Thursday's reports come a week after the results of a classified war game was leaked to the New York Times which predicted that an Israeli strike could lead to a wider regional war and result in hundreds of American deaths. In a column this afternoon titled "Obama Betraying Israel?" longtime defense commentator Ron Ben-Yishai at Yedioth Ahronoth newspaper angrily denounced the leaks as a "targeted assassination campaign."

"In recent weeks the administration shifted from persuasion efforts vis-Ă -vis decision-makers and Israel's public opinion to a practical, targeted assassination of potential Israeli operations in Iran," Ben-Yishai writes. "The campaign's aims are fully operational: To make it more difficult for Israeli decision-makers to order the IDF [Israeli Defense Forces] to carry out a strike, and what's even graver, to erode the IDF's capacity to launch such strike with minimal casualties."

Ben-Yishai says much of the information in the reports has either been published or is simply wrong, but in the case of the Bloomberg report on American knowledge of Iran's nuclear facilities, "instead of forcing the Iranians to piece together all the assessments themselves, the Congress report offers them everything in one place."

The reports pressure both Israel and Iran, fellow Yedioth columnist and military analyst Alex Fishman told ABC News, but he doesn't buy into the theory that Azerbaijan will be a base for potential Israeli operations.

"I don't believe that there's news behind this story because it doesn't make sense. It's very romantic, very John le Carre, but less practical," he says, explaining that the airstrips as they are now are far too basic for a "huge wing of airplanes."

The report's purpose is "to show the Iranians that something is going on, to make them much more suspicious, much more nervous. You need this pressure in order to put them in a lower position when negotiations start."
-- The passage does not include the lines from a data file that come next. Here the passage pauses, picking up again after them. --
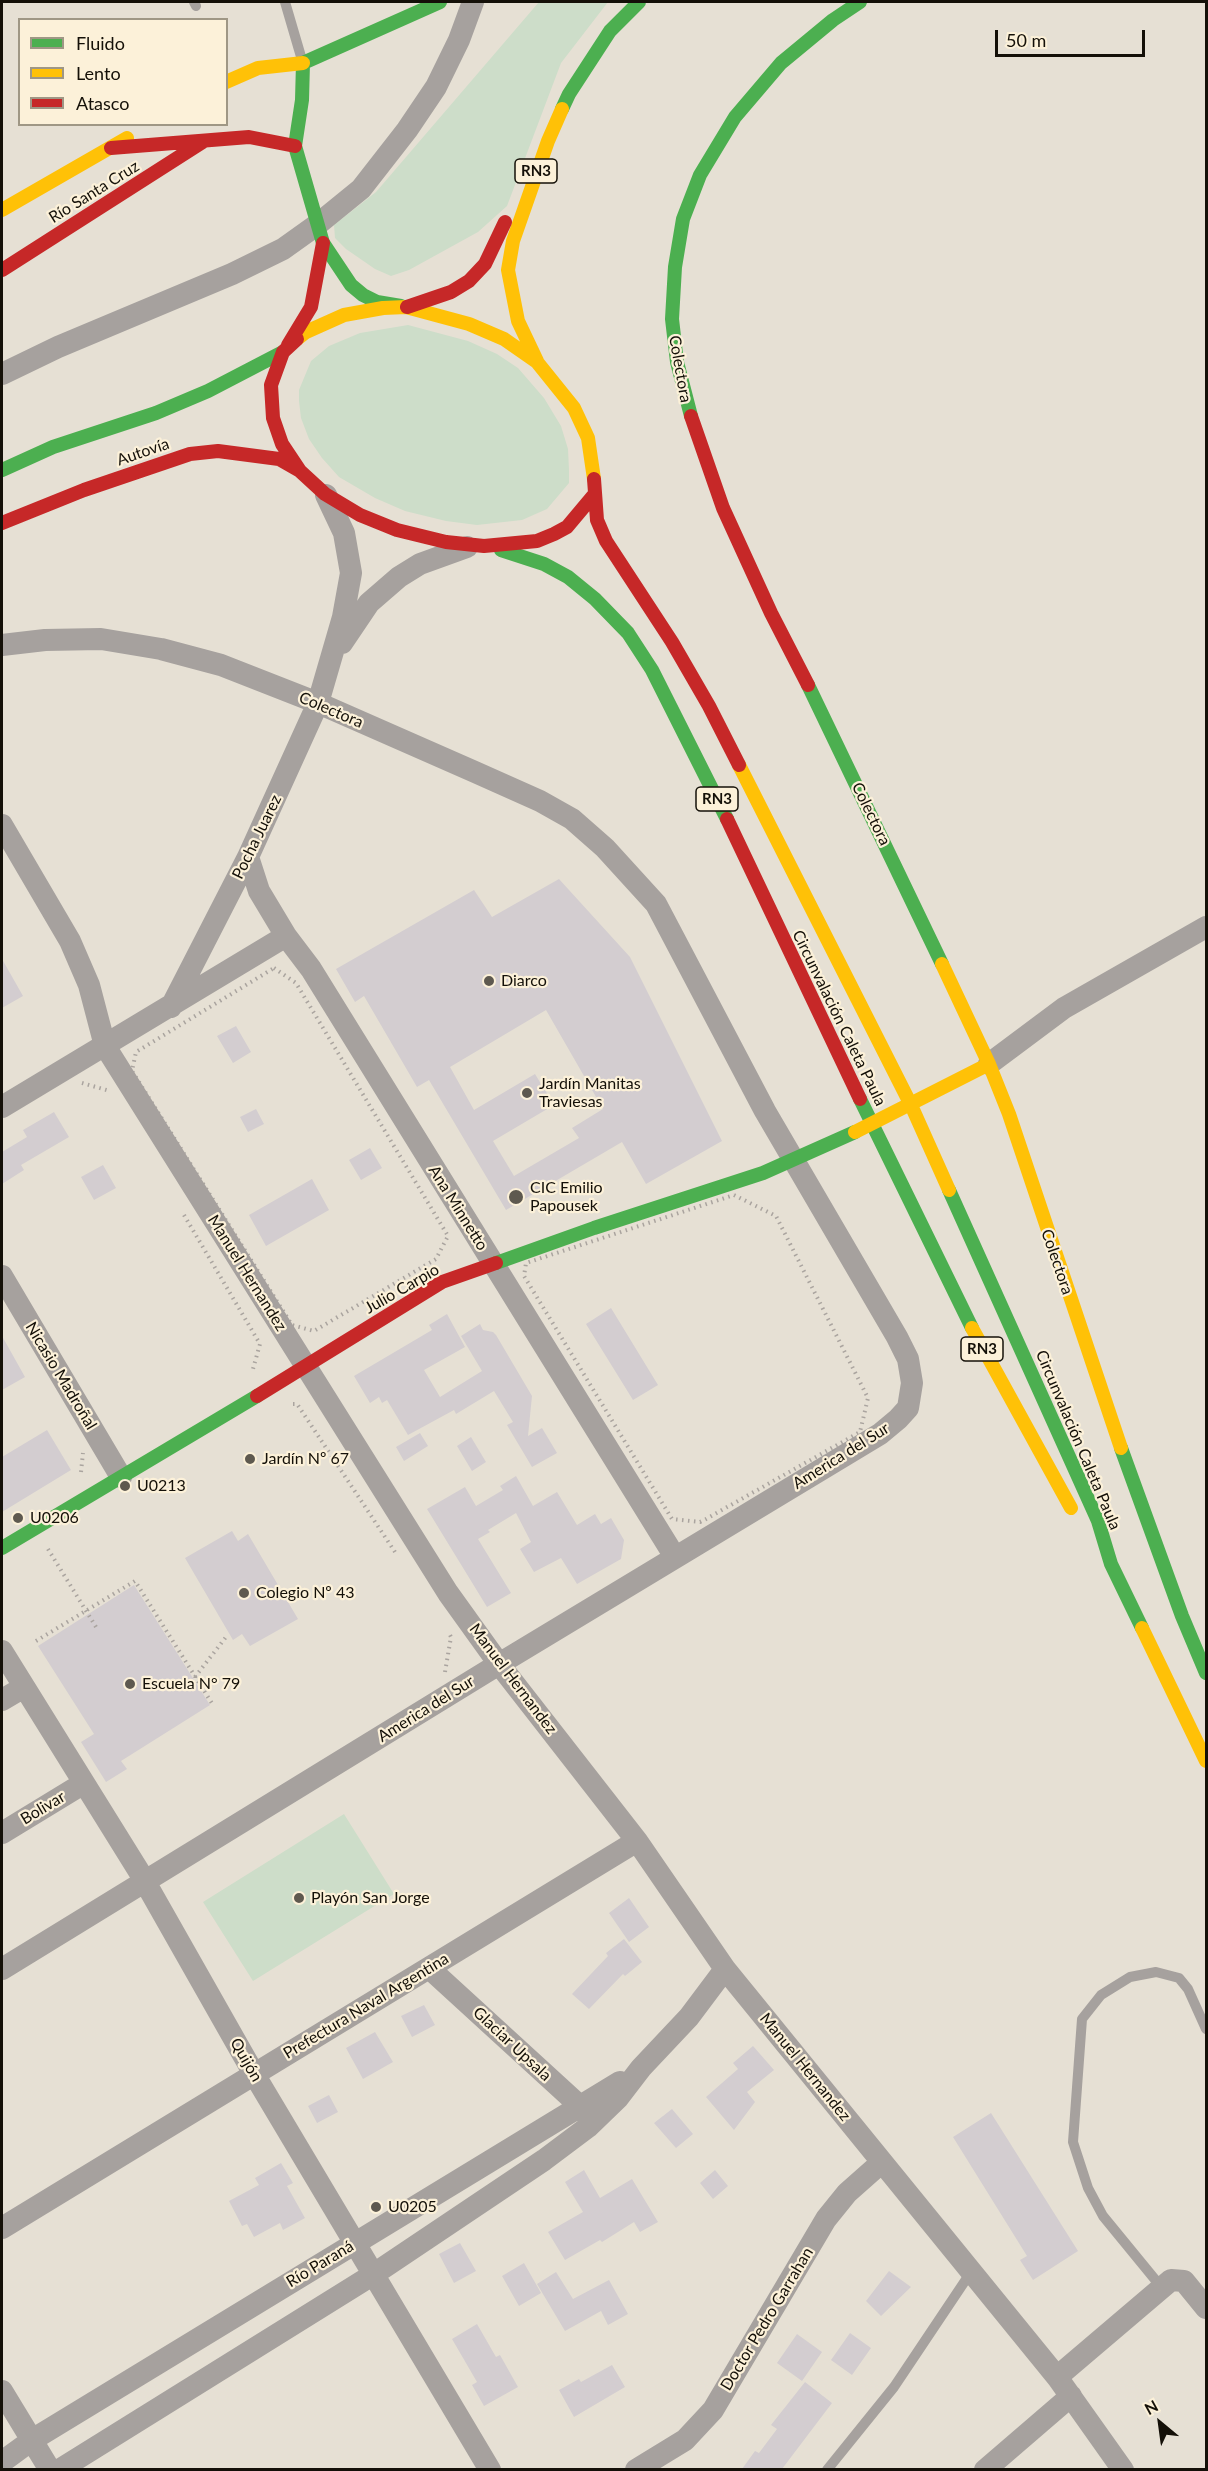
<!DOCTYPE html>
<html>
<head>
<meta charset="utf-8">
<style>
  body { margin:0 }
  #map { position:relative; width:1208px; height:2471px; overflow:hidden; background:#e6e0d4; font-family:Lato,sans-serif }
  canvas { display:block }
  .frame { position:absolute; inset:0; border:3px solid #141008; pointer-events:none }
  .legend { position:absolute; left:18px; top:18px; width:210px; height:108px; box-sizing:border-box; background:#fcf1d9; border:2px solid #9f9785; margin:0; padding:8px 10px; list-style:none; font-size:18px; color:#141008 }
  .legend li { display:flex; align-items:center; gap:12px; height:30px }
  .legend b { width:30px; border:2px solid #9f9785 }
  .north { position:absolute; left:1130px; top:2393px; width:60px; height:60px; -webkit-text-stroke:4px #fcf1d9; paint-order:stroke; rotate:331deg; font-size:16px; font-weight:700; line-height:24px; text-align:center; color:#141008 }
  .north::after { content:''; display:block; margin:auto; width:21px; height:27px; background:#141008; clip-path:polygon(50% 0,100% 100%,50% 72%,0 100%) }
  .scale { position:absolute; left:995px; top:30px; width:150px; height:27px; box-sizing:border-box; border:3px solid #141008; border-top:0; padding-left:8px; font-size:18px; line-height:21px; white-space:nowrap; color:#141008; -webkit-text-stroke:4px #fcf1d9; paint-order:stroke }
</style>
</head>
<body>
<div id="map">
<canvas width="1208" height="2471"></canvas>
<div class="frame"></div>
<ul class="legend">
<li><b style="height:8px;background:#4caf50"></b>Fluido</li>
<li><b style="height:8px;background:#ffc107"></b>Lento</li>
<li><b style="height:8px;background:#c62828"></b>Atasco</li>
</ul>
<div class="north">N</div>
<div class="scale">50 m</div>
</div>
<script>
const g = document.querySelector('canvas').getContext('2d');
g.lineJoin = 'round';
function fill(path, color) { g.fillStyle = color; g.fill(path, 'evenodd'); }
const poly = rows => new Path2D(rows.map(r => 'M' + r).join(''));
function trace(path, color, width, dash) { g.strokeStyle = color; g.lineWidth = width; g.lineCap = dash ? 'butt' : 'round'; g.setLineDash(dash || []); g.stroke(path); }
function label(font, color, halo, rows, align = 'center') {
  g.font = font + ' Lato,sans-serif'; g.lineWidth = 4.5; g.setLineDash([]); g.textBaseline = 'middle'; g.strokeStyle = halo; g.fillStyle = color; for (const [text, x, y, turn = 0] of rows) {
    g.save(); g.translate(x, y); g.rotate((+turn || 0) * Math.PI / 180); g.textAlign = isNaN(turn) ? turn : align; if (halo) g.strokeText(text, 0, 0); g.fillText(text, 0, 0); g.restore();
  }
}
const green = poly([
  [539,2,608,2,561,63,507,206,478,232,409,270,391,276,375,269,346,249,335,238,334,225,376,192],
  [408,325,468,341,497,354,518,368,544,398,561,426,568,449,569,470,569,483,547,509,522,520,477,525,446,521,405,511,375,498,339,477,322,458,309,439,301,418,299,401,299,390,311,361,329,346,360,333],
  [344,1814,394,1894,253,1981,203,1902]
]);
const building = poly([
  [559,879,630,957,722,1141,646,1184,622,1142,506,1210,429,1080,417,1087,364,996,355,1002,336,969,474,890,492,917],
  [546,1010,603,1109,572,1128,579,1138,514,1176,493,1141,554,1105,535,1074,474,1110,450,1067],
  [2,959,23,996,2,1008],
  [236,1026,251,1052,233,1063,217,1036],
  [256,1109,264,1124,248,1132,240,1117],
  [54,1112,69,1137,21,1165,24,1170,2,1184,2,1152,27,1137,23,1130],
  [370,1148,382,1168,361,1180,349,1160],
  [103,1165,116,1188,94,1200,81,1177],
  [312,1179,329,1210,266,1246,249,1215],
  [611,1308,658,1385,633,1400,586,1324],
  [447,1314,465,1347,424,1370,440,1397,482,1371,461,1336,480,1324,483,1330,493,1332,496,1335,532,1396,528,1436,542,1428,557,1453,532,1467,507,1425,513,1422,494,1391,456,1414,454,1410,408,1435,387,1400,382,1403,379,1397,370,1403,354,1376,432,1330,429,1325],
  [2,1336,25,1377,2,1390],
  [47,1430,71,1470,2,1512,2,1457],
  [420,1433,428,1446,404,1461,396,1447],
  [471,1437,486,1462,472,1471,457,1446],
  [516,1476,533,1506,557,1492,577,1525,595,1514,601,1524,611,1518,624,1540,621,1559,577,1584,561,1558,534,1572,520,1549,531,1542,516,1513,488,1530,490,1532,478,1539,511,1593,487,1607,427,1509,465,1487,476,1506,503,1490,500,1486],
  [232,1531,238,1541,248,1534,298,1619,250,1646,242,1634,233,1640,185,1558],
  [134,1585,210,1705,121,1761,127,1769,106,1782,81,1742,94,1734,38,1646],
  [629,1898,649,1927,629,1942,609,1913],
  [624,1939,642,1962,625,1976,623,1974,589,2009,572,1994,608,1956,606,1953],
  [424,2005,435,2025,412,2037,401,2016],
  [375,2032,393,2062,363,2079,346,2048],
  [753,2046,774,2070,747,2092,755,2102,734,2130,706,2097,738,2069,733,2063],
  [329,2095,338,2112,317,2123,308,2106],
  [672,2109,693,2134,676,2148,654,2123],
  [991,2113,1078,2251,1033,2280,1020,2260,1027,2256,953,2137],
  [281,2163,293,2183,287,2186,305,2218,283,2230,280,2223,254,2237,247,2224,242,2226,229,2201,259,2185,255,2178],
  [584,2170,600,2198,632,2179,658,2222,640,2232,634,2222,602,2242,600,2240,565,2260,548,2232,583,2212,565,2182],
  [715,2170,728,2186,713,2199,700,2183],
  [460,2243,476,2271,454,2283,439,2254],
  [524,2263,541,2293,519,2306,502,2276],
  [889,2271,911,2287,881,2316,866,2301],
  [556,2272,573,2299,609,2280,628,2314,608,2325,601,2311,565,2331,537,2284],
  [477,2324,496,2357,500,2355,518,2387,484,2406,472,2385,477,2382,452,2339],
  [850,2333,871,2348,852,2375,831,2360],
  [797,2334,822,2352,802,2381,777,2363],
  [612,2365,625,2387,574,2417,559,2390,579,2379,581,2382],
  [805,2382,832,2403,782,2469,742,2469,755,2451,759,2453,777,2429,771,2425]
]);
const path = poly([
  [274,968,296,983,448,1236,436,1259,314,1331,292,1325,132,1071,136,1052,274,968],
  [82,1083,110,1091],
  [734,1195,776,1216,868,1398,860,1432,706,1519,700,1522,672,1519,524,1276,526,1263,734,1195],
  [184,1215,260,1344,253,1369],
  [293,1404,297,1404,395,1552],
  [81,1472,83,1453],
  [48,1549,96,1627],
  [36,1641,135,1581,213,1705],
  [445,1672,451,1637,449,1633],
  [195,1677,226,1637]
]);
const lane = poly([
  [194,2,196,6],
  [285,2,302,60],
  [1162,2288,1103,2216,1088,2188,1073,2142,1082,2019,1101,1995,1130,1977,1156,1972,1179,1978,1188,1989,1206,2029],
  [827,2470,894,2387,971,2272]
]);
const street = poly([
  [2,374,58,347,232,274,283,249,318,224,361,189,407,130,436,87,459,40,473,2],
  [342,643,369,603,399,577,420,564,467,547],
  [2,645,45,640,101,639,161,649,221,665,318,703,475,772,540,801,572,819,605,848,656,904,765,1111,897,1337,908,1359,912,1383,908,1408,898,1419,880,1434,499,1664,2,1969],
  [2,825,70,941,89,985,105,1046,448,1593,499,1664,637,1841,725,1969,1057,2377,1123,2470],
  [248,857,259,891,286,936,311,969,675,1557],
  [171,1007,248,857,318,703,343,617,351,573,344,533,326,495],
  [989,1064,1064,1008,1206,927],
  [2,1107,286,936],
  [2,1276,121,1477],
  [2,1651,140,1873,254,2074,490,2470],
  [2,1700,24,1687],
  [2,1833,84,1783],
  [429,1968,581,2107,590,2119],
  [2,2228,637,1841],
  [1057,2377,1171,2280,1184,2281,1206,2308],
  [2,2391,50,2470],
  [2,2462,32,2440,620,2082],
  [59,2470,374,2274,544,2160,588,2127,618,2098,641,2068,689,2017,725,1969],
  [636,2470,685,2440,713,2410,826,2219,847,2193,882,2162],
  [985,2470,1071,2396]
]);
const fast = poly([
  [562,109,569,94,610,31,639,2],
  [401,306,377,302,363,295,351,285,323,243,295,146,302,100,303,63,440,2],
  [691,416,677,362,672,319,675,267,683,219,700,175,735,117,781,63,833,20,860,2],
  [2,470,53,447,156,413,208,391,283,352],
  [501,550,544,564,568,577,595,599,628,633,652,670,727,819],
  [808,685,942,964],
  [860,1099,972,1328],
  [949,1190,1098,1521,1111,1564,1142,1628],
  [496,1263,594,1228,763,1173,855,1132],
  [1121,1448,1182,1616,1206,1673],
  [2,1548,257,1396]
]);
const slow = poly([
  [226,82,258,68,303,63],
  [2,210,127,138],
  [297,339,306,332,344,315,383,308,406,307,469,324,504,339,537,362,574,408,588,438,594,479],
  [537,361,518,321,508,270,513,241,548,141,562,109],
  [739,765,911,1105,949,1190],
  [942,964,989,1064,1009,1114,1121,1448],
  [855,1132,989,1064],
  [972,1328,1071,1508],
  [1142,1628,1206,1761]
]);
const jam = poly([
  [111,148,249,137,295,146],
  [2,270,204,141],
  [407,307,451,292,469,281,485,264,505,222],
  [297,339,283,352,271,385,273,418,282,444,300,471,325,494,360,515,397,530,446,542,484,546,537,541,554,534,567,527,593,496],
  [288,345,311,307,323,243],
  [691,416,723,508,771,613,808,685],
  [594,479,597,520,606,541,672,642,709,706,739,765],
  [2,523,84,490,190,454,218,451,279,459,300,471],
  [727,819,860,1099],
  [257,1396,442,1282,496,1263]
]);
const markers = [
  [489,981,6,"#5e594f"],
  [527,1093,6,"#5e594f"],
  [516,1197,8,"#5e594f"],
  [250,1459,6,"#5e594f"],
  [125,1486,6,"#5e594f"],
  [18,1518,6,"#5e594f"],
  [244,1593,6,"#5e594f"],
  [130,1684,6,"#5e594f"],
  [299,1898,6,"#5e594f"],
  [376,2207,6,"#5e594f"]
];
const shields = [
  [536,171,42],
  [717,799,42],
  [982,1349,42]
];
const shieldNames = [
  ["RN3",536,171],
  ["RN3",717,799],
  ["RN3",982,1349]
];
const streetNames = [
  ["Río Santa Cruz",94,192,-32],
  ["Colectora",680,369,80],
  ["Autovía",143,452,-19],
  ["Colectora",331,710,23],
  ["Colectora",871,814,64],
  ["Pocha Juarez",257,837,-64],
  ["Circunvalación Caleta Paula",839,1018,64],
  ["Ana Minnetto",458,1208,58],
  ["Colectora",1057,1262,71],
  ["Manuel Hernandez",247,1273,58],
  ["Julio Carpio",402,1289,-30],
  ["Nicasio Madroñal",61,1376,59],
  ["Circunvalación Caleta Paula",1078,1440,67],
  ["America del Sur",841,1456,-32],
  ["Manuel Hernandez",513,1679,53],
  ["America del Sur",426,1709,-32],
  ["Bolivar",43,1808,-31],
  ["Prefectura Naval Argentina",366,2006,-31],
  ["Glaciar Upsala",512,2044,43],
  ["Quijón",246,2060,60],
  ["Manuel Hernandez",805,2067,51],
  ["Río Paraná",320,2264,-31],
  ["Doctor Pedro Garrahan",767,2319,-59]
];
const poiNames = [
  ["Diarco",501,981],
  ["Jardín Manitas",539,1084],
  ["Traviesas",539,1102],
  ["CIC Emilio",530,1188],
  ["Papousek",530,1206],
  ["Jardín Nº 67",262,1459],
  ["U0213",137,1486],
  ["U0206",30,1518],
  ["Colegio Nº 43",256,1593],
  ["Escuela N° 79",142,1684],
  ["Playón San Jorge",311,1898],
  ["U0205",388,2207]
];
fill(green, '#cdddc9');
fill(building, '#d3cdd0');
trace(path, '#aaa49f', 4, [1.5, 4.5]);
trace(lane, '#a6a19e', 10);
trace(street, '#a6a19e', 22);
trace(fast, '#4caf50', 14);
trace(slow, '#ffc107', 14);
trace(jam, '#c62828', 14);
for (const [x, y, r, color] of markers) { const dot = new Path2D(); dot.arc(x, y, r, 0, 2 * Math.PI); g.fillStyle = color; g.fill(dot); trace(dot, '#fcf1d9', 2); }
for (const [x, y, w] of shields) { const box = new Path2D(); box.roundRect(x - w / 2, y - 12, w, 24, 4.5); g.fillStyle = '#fcf1d9'; g.fill(box); trace(box, '#141008', 1.5); }
label('bold 15px', '#141008', null, shieldNames);
label('16px', '#141008', '#fcf1d9', streetNames);
label('16px', '#141008', '#fcf1d9', poiNames, 'left');
</script>
</body>
</html>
Iran has agreed to international nuclear talks next month, negotiations that the U.S. hopes will help avert a conflict but that Israel dismisses as a stalling tactic by Iran. Asked whether Prime Minister Benjamin Netanyahu sees the reports as pressure from the Obama administration, an Israeli official indicated that they fall into the very category of "loose talk" of war that President Obama recently criticized.

"When we [Netanyahu's office] were in Washington [in early March], President Obama called publicly for people to tone down the rhetoric," said the official. "The prime minister has called on ministers not to talk. We agree with Obama that loose talk is not doing anyone any favors."